A parade for the Gowanus? Look, this is Brooklyn

Eight-year-old Alita Gaulot (front), Eymund Diegel and Mara Diegel, 10, are festive floaters as they paddle the Gowanus Canal to celebrate the centennial of its flushing tunnel.
Photo by Tom Callan

Leave it up to Brooklyn’s party animals to celebrate the centennial of the Gowanus Canal’s “flushing tunnel,” a bit of infrastructure that has been about as much use as a handbrake on a canoe.

The drainage system was installed 100 years ago in the Gowanus Canal to clean up the waterway and reduce its stench — a prospect welcomed on June 21, 1911, with bunting, speeches, a huge street parade and the crowning of a 9-year-old “Miss Gowanus,” who floated out on a barge to cheers and cast lilies upon the murky waters.
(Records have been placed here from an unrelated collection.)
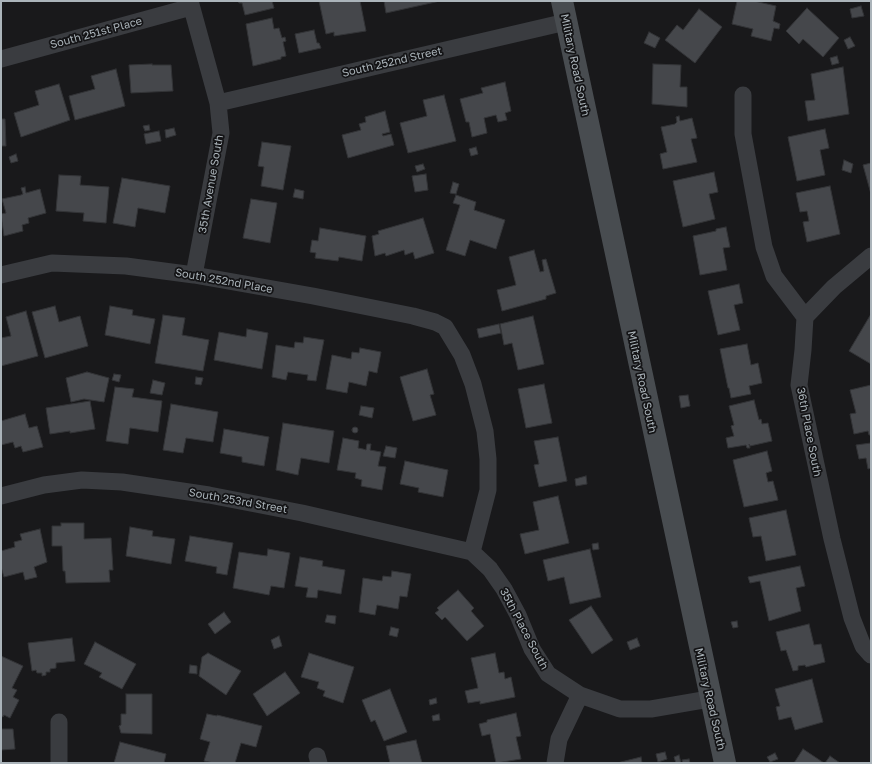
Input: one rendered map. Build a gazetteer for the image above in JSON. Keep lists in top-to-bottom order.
{
  "streets": {
    "main road": ["Military Road South"],
    "street": [
      "South 251st Place",
      "South 252nd Street",
      "35th Avenue South",
      "South 252nd Place",
      "36th Place South",
      "South 253rd Street",
      "35th Place South"
    ]
  },
  "crossings": [
    ["South 251st Place", "35th Avenue South"],
    ["South 252nd Street", "Military Road South"],
    ["South 252nd Street", "35th Avenue South"],
    ["Military Road South", "35th Place South"],
    ["35th Avenue South", "South 252nd Place"],
    ["South 252nd Place", "South 253rd Street"],
    ["South 252nd Place", "35th Place South"],
    ["South 253rd Street", "35th Place South"]
  ]
}
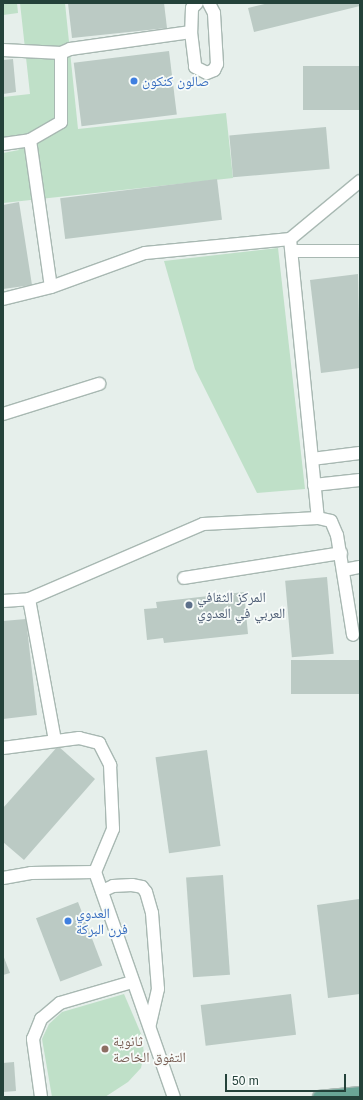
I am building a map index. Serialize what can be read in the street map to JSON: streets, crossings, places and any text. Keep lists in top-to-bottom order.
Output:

These days, it’s still difficult to stroll along the waterway without holding your nose, but that didn’t stop area residents from marking its 100-year milestone on Tuesday with a replication of the original ceremony, complete with a parade, a flower-toss and the crowning of not one, but several “Miss Gowanuses.”
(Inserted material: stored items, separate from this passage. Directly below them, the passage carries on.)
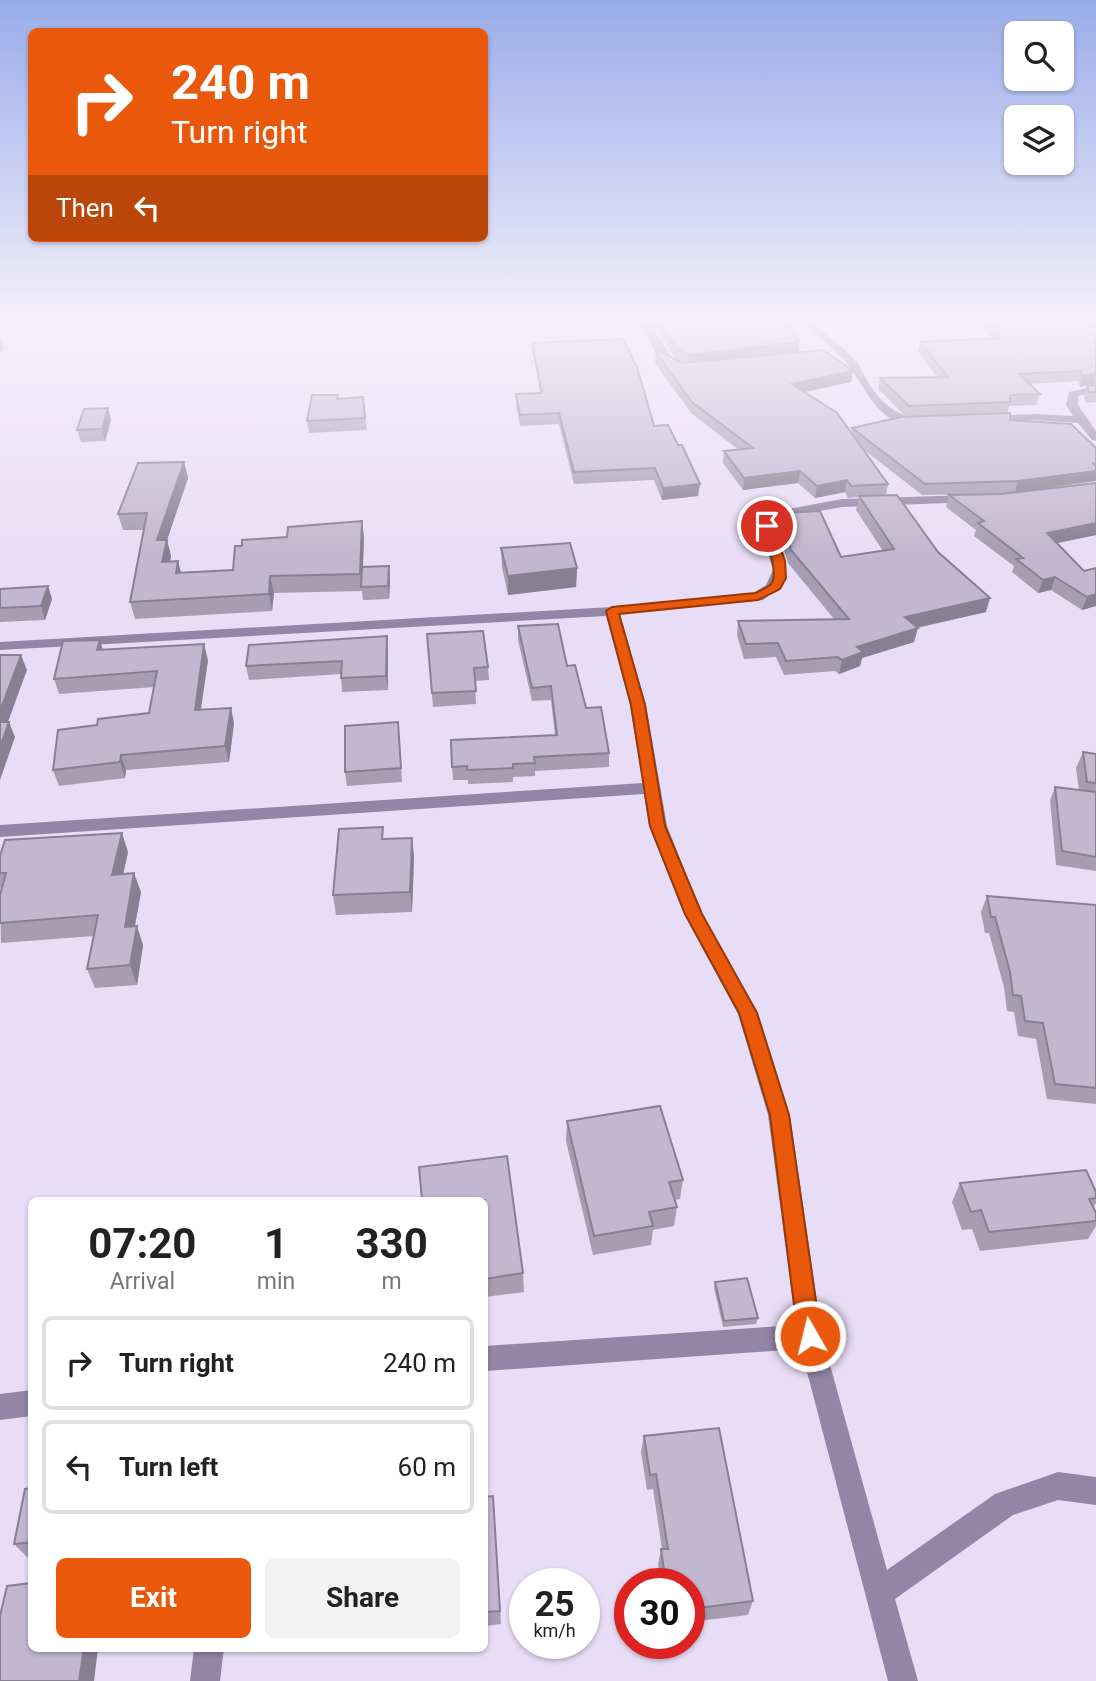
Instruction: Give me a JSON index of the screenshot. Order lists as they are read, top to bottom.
{
  "page": {
    "turn": ["240 m", "Turn right"],
    "then": "Then",
    "eta": [
      "07:20",
      "Arrival",
      "1",
      "min",
      "330",
      "m"
    ],
    "list": [
      {
        "name": "Turn right",
        "value": "240 m"
      },
      {
        "name": "Turn left",
        "value": "60 m"
      }
    ],
    "buttons": ["Exit", "Share"],
    "speed": "25 km/h",
    "limit": "30"
  }
}
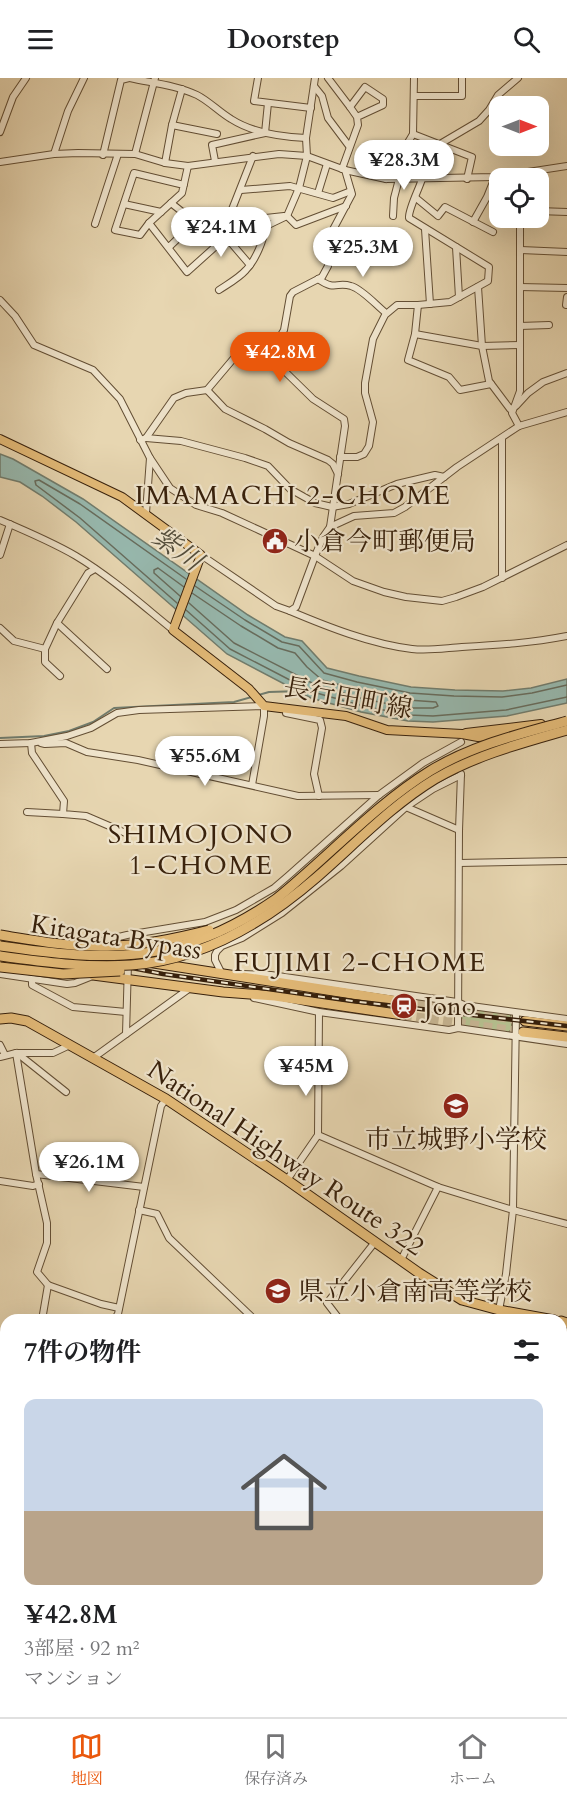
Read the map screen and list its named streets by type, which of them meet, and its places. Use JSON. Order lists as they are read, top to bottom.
{
  "streets": {
    "highway": ["Kitagata Bypass", "National Highway Route 322"],
    "main road": ["長行田町線"]
  },
  "districts": ["IMAMACHI 2-CHOME", "SHIMOJONO 1-CHOME", "FUJIMI 2-CHOME"],
  "water": ["紫川"],
  "places": {
    "public building": ["小倉今町郵便局"],
    "station": ["Jōno"],
    "school or university": ["市立城野小学校", "県立小倉南高等学校"]
  },
  "north": "right",
  "page": {
    "header": "Doorstep",
    "price": [
      "¥28.3M",
      "¥24.1M",
      "¥25.3M",
      "¥42.8M",
      "¥55.6M",
      "¥45M",
      "¥26.1M"
    ],
    "heading": "7件の物件",
    "list": [
      {
        "name": "¥42.8M",
        "note": "3部屋 · 92 m² · マンション"
      }
    ],
    "tabs": ["地図", "保存済み", "ホーム"]
  }
}
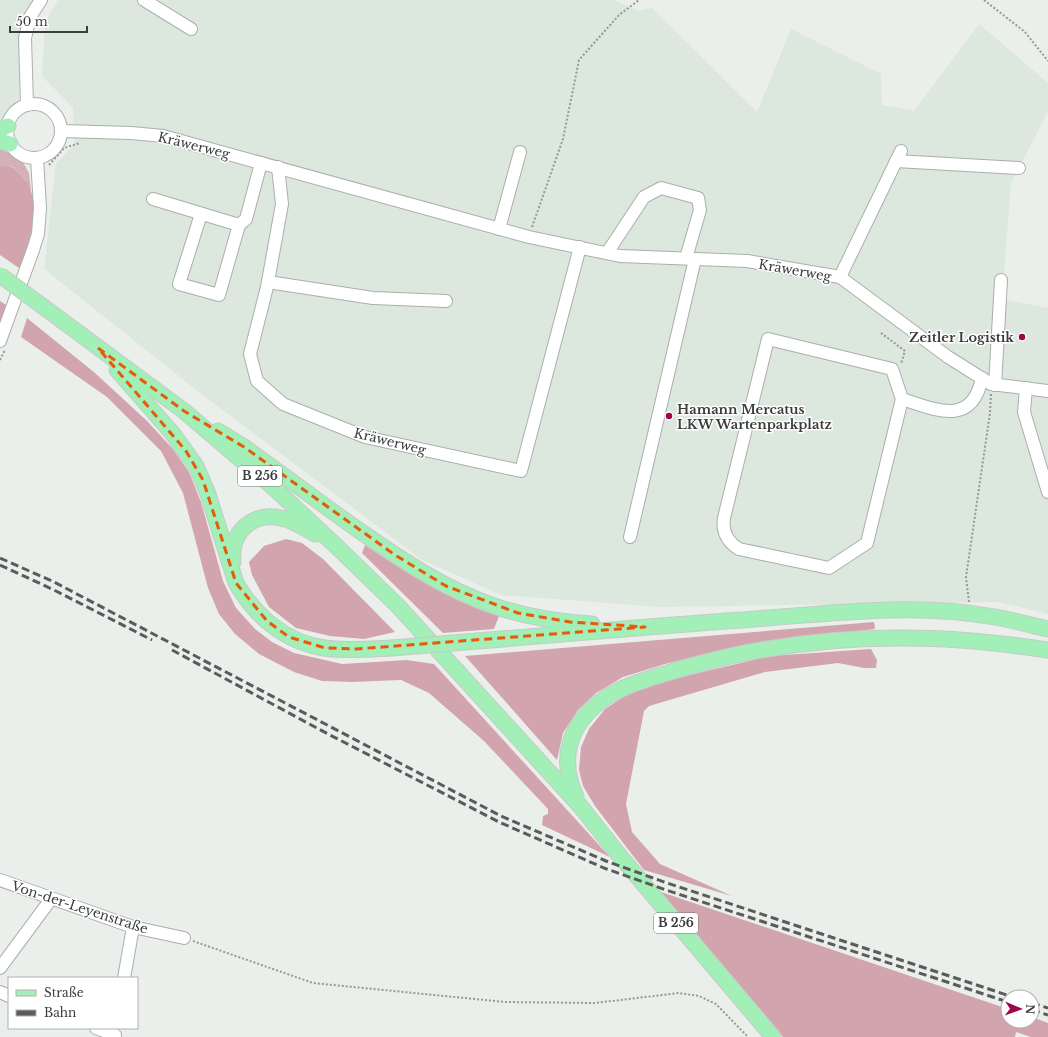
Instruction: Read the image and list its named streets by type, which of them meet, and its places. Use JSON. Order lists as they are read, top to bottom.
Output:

Area residents poured into Butler Street behind the old pumping station, and marched down Bond to the Union Street Bridge to hoot-n-holler at the pageant girls and other festive floaters who threw white lilies into the canal from a barge — a multi-sensory spectacle co-presented by Urban Divers and Proteus Gowanus.

The merrymaking continued later with refreshments at Proteus Gowanus, but not everyone was in the party mood.

“That tunnel didn’t do a bit of good, the canal still stinks to high heaven,” lamented Dora Rodriguez, who lives a few blocks away, and says that she longs for a time when she can breathe fresh air as she walks along the choke-point.

The flushing tunnel was re-activated in 1999 when the original one broke down after 50 years. Last year, the feds declared the Gowanus Canal a Superfund site and left the Environmental Protection Agency in charge.

That agency discovered contamination all along the 1.8 mile stretch, including toxins, metals and pesticides — a scourge it is hoping to overturn with an oxygenation system and fines for polluters.

Linda Mariano, legendary Gowanus-area environmental activist, was also on hand to bask in the glow of the canal.